**EXERCISE DATA**
------------------------------------------------------------
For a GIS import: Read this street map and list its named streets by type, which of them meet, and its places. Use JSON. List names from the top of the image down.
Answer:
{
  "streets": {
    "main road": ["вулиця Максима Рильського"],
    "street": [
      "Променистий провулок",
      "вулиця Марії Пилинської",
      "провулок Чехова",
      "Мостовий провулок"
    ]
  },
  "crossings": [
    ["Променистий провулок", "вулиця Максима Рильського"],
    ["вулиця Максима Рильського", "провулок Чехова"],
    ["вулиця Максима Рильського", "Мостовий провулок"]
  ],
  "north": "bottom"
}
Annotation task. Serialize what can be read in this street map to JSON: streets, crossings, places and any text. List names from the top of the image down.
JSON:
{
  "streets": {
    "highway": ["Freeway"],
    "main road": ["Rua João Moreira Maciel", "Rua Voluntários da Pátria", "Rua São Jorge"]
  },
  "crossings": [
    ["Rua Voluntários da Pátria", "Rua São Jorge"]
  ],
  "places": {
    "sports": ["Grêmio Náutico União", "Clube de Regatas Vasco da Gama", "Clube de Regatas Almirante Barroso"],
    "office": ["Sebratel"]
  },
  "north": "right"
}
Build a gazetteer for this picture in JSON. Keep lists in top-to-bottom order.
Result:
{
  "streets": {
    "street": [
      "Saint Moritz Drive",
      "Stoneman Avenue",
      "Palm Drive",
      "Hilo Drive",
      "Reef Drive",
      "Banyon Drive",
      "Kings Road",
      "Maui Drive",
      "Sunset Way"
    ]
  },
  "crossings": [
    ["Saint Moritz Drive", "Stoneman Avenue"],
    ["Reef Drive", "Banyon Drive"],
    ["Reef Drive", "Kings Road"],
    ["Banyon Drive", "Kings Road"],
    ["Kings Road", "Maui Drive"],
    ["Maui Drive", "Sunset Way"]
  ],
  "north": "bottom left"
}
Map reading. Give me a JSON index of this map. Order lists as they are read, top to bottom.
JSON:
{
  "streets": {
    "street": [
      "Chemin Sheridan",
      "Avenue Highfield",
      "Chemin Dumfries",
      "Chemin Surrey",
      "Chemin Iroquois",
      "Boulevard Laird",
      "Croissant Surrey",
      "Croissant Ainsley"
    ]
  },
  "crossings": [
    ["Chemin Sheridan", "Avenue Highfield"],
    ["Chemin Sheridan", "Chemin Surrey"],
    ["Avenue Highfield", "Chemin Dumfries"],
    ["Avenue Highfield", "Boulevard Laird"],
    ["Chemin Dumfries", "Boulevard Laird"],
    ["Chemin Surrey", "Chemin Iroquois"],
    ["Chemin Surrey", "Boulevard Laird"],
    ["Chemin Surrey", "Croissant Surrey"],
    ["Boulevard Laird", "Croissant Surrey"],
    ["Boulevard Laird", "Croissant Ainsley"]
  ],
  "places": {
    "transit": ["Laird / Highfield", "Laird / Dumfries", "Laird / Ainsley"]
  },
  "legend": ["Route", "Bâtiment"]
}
------------------------------------------------------------
When answering, write out each of the lines above exactly as given.

**WRITTEN RESPONSE**
For a GIS import: Read this street map and list its named streets by type, which of them meet, and its places. Use JSON. List names from the top of the image down.
Answer:
{
  "streets": {
    "main road": ["вулиця Максима Рильського"],
    "street": [
      "Променистий провулок",
      "вулиця Марії Пилинської",
      "провулок Чехова",
      "Мостовий провулок"
    ]
  },
  "crossings": [
    ["Променистий провулок", "вулиця Максима Рильського"],
    ["вулиця Максима Рильського", "провулок Чехова"],
    ["вулиця Максима Рильського", "Мостовий провулок"]
  ],
  "north": "bottom"
}
Annotation task. Serialize what can be read in this street map to JSON: streets, crossings, places and any text. List names from the top of the image down.
JSON:
{
  "streets": {
    "highway": ["Freeway"],
    "main road": ["Rua João Moreira Maciel", "Rua Voluntários da Pátria", "Rua São Jorge"]
  },
  "crossings": [
    ["Rua Voluntários da Pátria", "Rua São Jorge"]
  ],
  "places": {
    "sports": ["Grêmio Náutico União", "Clube de Regatas Vasco da Gama", "Clube de Regatas Almirante Barroso"],
    "office": ["Sebratel"]
  },
  "north": "right"
}
Build a gazetteer for this picture in JSON. Keep lists in top-to-bottom order.
Result:
{
  "streets": {
    "street": [
      "Saint Moritz Drive",
      "Stoneman Avenue",
      "Palm Drive",
      "Hilo Drive",
      "Reef Drive",
      "Banyon Drive",
      "Kings Road",
      "Maui Drive",
      "Sunset Way"
    ]
  },
  "crossings": [
    ["Saint Moritz Drive", "Stoneman Avenue"],
    ["Reef Drive", "Banyon Drive"],
    ["Reef Drive", "Kings Road"],
    ["Banyon Drive", "Kings Road"],
    ["Kings Road", "Maui Drive"],
    ["Maui Drive", "Sunset Way"]
  ],
  "north": "bottom left"
}
Map reading. Give me a JSON index of this map. Order lists as they are read, top to bottom.
JSON:
{
  "streets": {
    "street": [
      "Chemin Sheridan",
      "Avenue Highfield",
      "Chemin Dumfries",
      "Chemin Surrey",
      "Chemin Iroquois",
      "Boulevard Laird",
      "Croissant Surrey",
      "Croissant Ainsley"
    ]
  },
  "crossings": [
    ["Chemin Sheridan", "Avenue Highfield"],
    ["Chemin Sheridan", "Chemin Surrey"],
    ["Avenue Highfield", "Chemin Dumfries"],
    ["Avenue Highfield", "Boulevard Laird"],
    ["Chemin Dumfries", "Boulevard Laird"],
    ["Chemin Surrey", "Chemin Iroquois"],
    ["Chemin Surrey", "Boulevard Laird"],
    ["Chemin Surrey", "Croissant Surrey"],
    ["Boulevard Laird", "Croissant Surrey"],
    ["Boulevard Laird", "Croissant Ainsley"]
  ],
  "places": {
    "transit": ["Laird / Highfield", "Laird / Dumfries", "Laird / Ainsley"]
  },
  "legend": ["Route", "Bâtiment"]
}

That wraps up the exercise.